Publié le 28 octobre 2025 11h52:00. Disséminés à travers l’île de Bali, neuf temples hindous ne sont pas seulement des lieux de culte prisés des touristes, mais aussi, selon la tradition locale, les remparts spirituels qui protègent l’île d’une armée de démons.
- Les neuf temples balinais, connus collectivement sous le nom de Pura Kahyangan Jagat, sont considérés comme un champ de force spirituel.
- La mythologie balinaise décrit une lutte éternelle entre les divinités et les esprits maléfiques.

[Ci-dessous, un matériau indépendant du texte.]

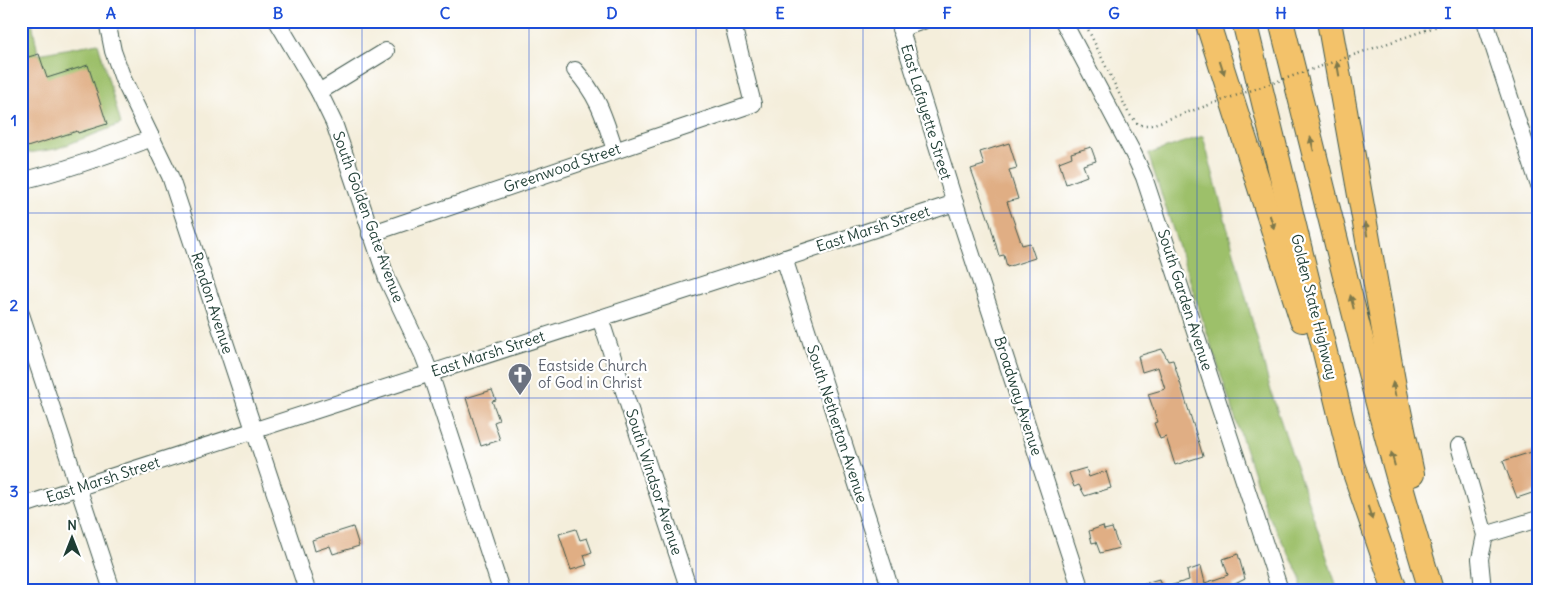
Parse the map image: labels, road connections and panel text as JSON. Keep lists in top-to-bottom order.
{
  "streets": {
    "highway": ["Golden State Highway"],
    "street": [
      "East Lafayette Street",
      "Greenwood Street",
      "South Golden Gate Avenue",
      "East Marsh Street",
      "South Garden Avenue",
      "Rendon Avenue",
      "Broadway Avenue",
      "South Netherton Avenue",
      "South Windsor Avenue"
    ]
  },
  "crossings": [
    ["East Lafayette Street", "East Marsh Street"],
    ["East Lafayette Street", "Broadway Avenue"],
    ["Greenwood Street", "South Golden Gate Avenue"],
    ["South Golden Gate Avenue", "East Marsh Street"],
    ["East Marsh Street", "Rendon Avenue"],
    ["East Marsh Street", "Broadway Avenue"],
    ["East Marsh Street", "South Netherton Avenue"],
    ["East Marsh Street", "South Windsor Avenue"]
  ],
  "places": {
    "church": ["Eastside Church of God in Christ"]
  },
  "north": "top",
  "grid": {
    "columns": [
      "A",
      "B",
      "C",
      "D",
      "E",
      "F",
      "G",
      "H",
      "I"
    ],
    "rows": ["1", "2", "3"]
  }
}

- L’équilibre entre le bien et le mal est un concept central de la spiritualité balinaise, où les divinités et les démons sont considérés comme des manifestations d’une même énergie universelle.

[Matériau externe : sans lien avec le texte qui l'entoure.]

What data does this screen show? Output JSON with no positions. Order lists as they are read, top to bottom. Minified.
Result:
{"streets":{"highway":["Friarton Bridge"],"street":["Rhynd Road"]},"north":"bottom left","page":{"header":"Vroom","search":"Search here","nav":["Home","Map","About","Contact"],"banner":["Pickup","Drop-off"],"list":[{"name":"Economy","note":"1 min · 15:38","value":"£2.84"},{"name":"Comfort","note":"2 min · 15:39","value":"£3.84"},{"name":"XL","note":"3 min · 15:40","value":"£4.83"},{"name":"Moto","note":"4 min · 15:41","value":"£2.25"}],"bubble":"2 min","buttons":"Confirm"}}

À Bali, les temples hindous sont bien plus que de simples monuments historiques ou des attractions touristiques. Ils sont, selon la croyance locale, les piliers d’une défense spirituelle contre les forces obscures. Ces neuf temples, regroupés sous le nom de Pura Kahyangan Jagat, sont stratégiquement positionnés à travers l’île pour maintenir un équilibre cosmique et protéger Bali des démons surnaturels.
Parmi ces sanctuaires, certains sont particulièrement célèbres. Le temple d’Uluwatu, perché au sommet d’une falaise spectaculaire, attire les visiteurs pour ses vues imprenables sur l’océan Indien. Le temple de Goa Lawah, abritant une colonie de chauves-souris, offre une atmosphère mystique et envoûtante. Le grand temple de Besakih, le plus vaste complexe religieux de Bali, impressionne par son architecture grandiose. Et le temple Penataran Agung Lempuyang, surnommé les « Portes du Ciel », est prisé pour les perspectives uniques qu’il offre sur les nuages.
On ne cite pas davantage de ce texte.